MS Ignite 2025 from AI perspective

Competence

The landscape of artificial intelligence is shifting rapidly from isolated model experimentation to the deployment of robust, interconnected agentic systems. With the announcements at Ignite 2025, Microsoft has crystallized this shift with Microsoft AI Foundry – a unified platform designed to be the “AI app and agent factory” for the enterprise.

For AI Engineers, Cloud Architects, and Technical Leaders, the message is clear from Microsoft: the era of simply calling an LLM API is over. The new paradigm is about orchestrating fleets of agents, managing them securely, and integrating them deeply with business data.

The Cloud Architecture Shift: From PaaS to Control Plane

To understand Microsoft Foundry changes, we must look at how the cloud architecture for AI has evolved.

The Old Way (PaaS-Heavy):
Previously, building an AI solution meant stitching together discrete Azure PaaS resources. You provisioned an Azure OpenAI resource here, an AI Search service there, a Container App for hosting, maybe some storage account to hold RAG data and a Key Vault for secrets. You were responsible for the “glue” code that connected them, the networking between them, and the individual monitoring and alerts of each component. It was flexible but operationally heavy. Microsoft introduced AI Foundry earlier next this year but it has been a mixed bag, it contained some control elements and logging/monitoring but still the way to do something was stitching these services together in custom code.

The New Way (Control Plane-Centric):
Foundry introduces a “Control Plane” architecture. While the underlying resources (like hubs and projects) still exist, your primary interaction shifts to a higher level of abstraction. Everything related to AI is now managed on top of Foundry endpoints.

Instead of managing raw API calls between services, you route traffic through the Foundry Gateway. This centralized entry point handles:

  • Identity & Security: Automatically enforcing Entra ID (formerly Azure AD) policies and inspecting traffic with Microsoft Defender.
  • Routing: Dynamically sending requests to the best model or agent.
  • Observability: Aggregating logs and traces from a distributed system into a single view.

This shift moves AI architecture closer to a SaaS-like experience where the platform handles the “plumbing,” allowing architects to focus on the “flow” of intelligence.

Deep Dive: New Features & Capabilities

Microsoft AI Foundry has introduced a suite of tools to support this agentic future. Let’s explore what these capabilities mean for your architecture and when you should deploy them.

1. Foundry Agent Service: The Serverless Runtime

The Foundry Agent Service represents a fundamental shift in how we host AI logic. Under the hood, it abstracts away the complexity of managing containers (likely Azure Container Apps or Kubernetes) and provides a fully managed “control loop” for your agents.

For developers, this means Zero Ops. You no longer need to write Dockerfiles, manage K8s manifests, or configure scaling rules—the service scales to zero automatically.
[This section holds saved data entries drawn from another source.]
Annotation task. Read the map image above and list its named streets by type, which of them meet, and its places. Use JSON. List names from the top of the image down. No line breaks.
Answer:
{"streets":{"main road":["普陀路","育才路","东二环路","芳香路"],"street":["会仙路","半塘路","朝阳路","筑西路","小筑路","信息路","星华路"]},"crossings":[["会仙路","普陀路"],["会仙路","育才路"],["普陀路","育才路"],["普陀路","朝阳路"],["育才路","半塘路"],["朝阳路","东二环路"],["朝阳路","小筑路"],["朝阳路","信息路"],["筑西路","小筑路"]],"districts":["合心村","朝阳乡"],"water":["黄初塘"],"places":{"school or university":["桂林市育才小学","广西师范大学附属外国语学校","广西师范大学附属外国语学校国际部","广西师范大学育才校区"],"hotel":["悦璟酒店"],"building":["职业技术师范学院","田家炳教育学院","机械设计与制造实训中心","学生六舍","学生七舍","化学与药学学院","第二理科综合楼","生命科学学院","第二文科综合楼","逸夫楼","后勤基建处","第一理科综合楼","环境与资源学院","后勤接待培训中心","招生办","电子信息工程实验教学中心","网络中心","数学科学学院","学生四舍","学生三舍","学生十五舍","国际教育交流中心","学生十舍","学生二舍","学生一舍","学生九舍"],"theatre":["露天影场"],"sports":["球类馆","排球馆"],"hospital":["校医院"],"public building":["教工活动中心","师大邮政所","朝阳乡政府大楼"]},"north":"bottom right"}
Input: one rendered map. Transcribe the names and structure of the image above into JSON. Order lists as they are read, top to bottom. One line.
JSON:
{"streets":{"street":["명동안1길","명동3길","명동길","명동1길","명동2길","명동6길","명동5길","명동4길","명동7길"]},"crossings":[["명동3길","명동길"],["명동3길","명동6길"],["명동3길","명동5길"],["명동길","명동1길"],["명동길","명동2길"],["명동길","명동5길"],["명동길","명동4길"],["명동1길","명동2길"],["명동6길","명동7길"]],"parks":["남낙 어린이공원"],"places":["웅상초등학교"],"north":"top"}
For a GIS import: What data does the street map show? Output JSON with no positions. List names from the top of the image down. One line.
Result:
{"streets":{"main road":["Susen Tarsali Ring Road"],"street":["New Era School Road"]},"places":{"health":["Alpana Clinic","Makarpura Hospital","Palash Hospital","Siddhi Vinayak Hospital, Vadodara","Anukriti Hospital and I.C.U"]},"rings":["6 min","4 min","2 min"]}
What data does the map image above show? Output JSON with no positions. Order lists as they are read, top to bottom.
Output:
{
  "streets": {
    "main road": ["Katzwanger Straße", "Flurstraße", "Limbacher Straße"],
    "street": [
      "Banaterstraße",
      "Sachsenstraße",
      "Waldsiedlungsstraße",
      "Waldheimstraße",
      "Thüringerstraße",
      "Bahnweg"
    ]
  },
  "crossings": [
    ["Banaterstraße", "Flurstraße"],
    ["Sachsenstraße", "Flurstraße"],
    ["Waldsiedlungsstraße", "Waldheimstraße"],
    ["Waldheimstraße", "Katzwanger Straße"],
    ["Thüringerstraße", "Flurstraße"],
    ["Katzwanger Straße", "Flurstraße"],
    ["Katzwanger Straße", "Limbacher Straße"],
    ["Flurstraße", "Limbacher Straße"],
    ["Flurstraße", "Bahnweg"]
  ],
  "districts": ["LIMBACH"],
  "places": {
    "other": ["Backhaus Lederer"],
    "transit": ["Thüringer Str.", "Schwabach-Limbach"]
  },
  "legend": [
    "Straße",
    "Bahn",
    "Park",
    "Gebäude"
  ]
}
Crucially, it solves the “memory problem” by providing a built-in state store (backed by high-performance storage like Cosmos DB or Redis), allowing your agents to persist conversation threads and execution states without you provisioning separate databases.

However, this abstraction comes with trade-offs. The service can feel like a “black box” compared to a container you own, making debugging complex crashes more challenging. There is also the potential for “cold starts” if your agent sees infrequent traffic. But for most simple enterprise use cases, the reduction in operational overhead and the built-in integration with Entra ID for security make it the default choice for basic agentic workloads.

2. Foundry IQ: Reasoning, Not Just Retrieval

We are moving beyond “dumb RAG” (Retrieval-Augmented Generation). Standard RAG often fails at multi-hop queries—like “Compare the revenue of Q1 2023 vs Q1 2024″—because a simple vector search can’t find a single document that contains the answer.

This has been now in the past year and a halve been counteracted by multi-hop RAG, query re-write, agentic rag in the application itself. But now Microsoft released the Foundry IQ for it.

Foundry IQ solves this by introducing an agentic reasoning loop, which we have previously implemented ourselves in the custom applications. Instead of a single lookup, it acts as an orchestrator on top of Azure AI Search. It breaks a complex user query into sub-questions, executes multiple searches (combining keyword and vector strategies), and uses an LLM to synthesize the results. It effectively “plans” its retrieval strategy.

This dynamic approach yields significantly higher accuracy for complex business questions. The trade-off is latency and cost: a reasoning loop involves multiple LLM calls and search queries, making it slower and more expensive than a simple vector lookup. It is best used for high-value, complex knowledge retrieval tasks rather than simple FAQ bots.

Based on my testing, the solution partially works but is not fully reliable. It’s better than of course as a pure vector search, but not as good as a custom self-build agentic rag. It lacks domain specificity in the search. I see that it will be good off-the-self rag for a quick POC’s or MVP on fields which do not require that much domain specificity.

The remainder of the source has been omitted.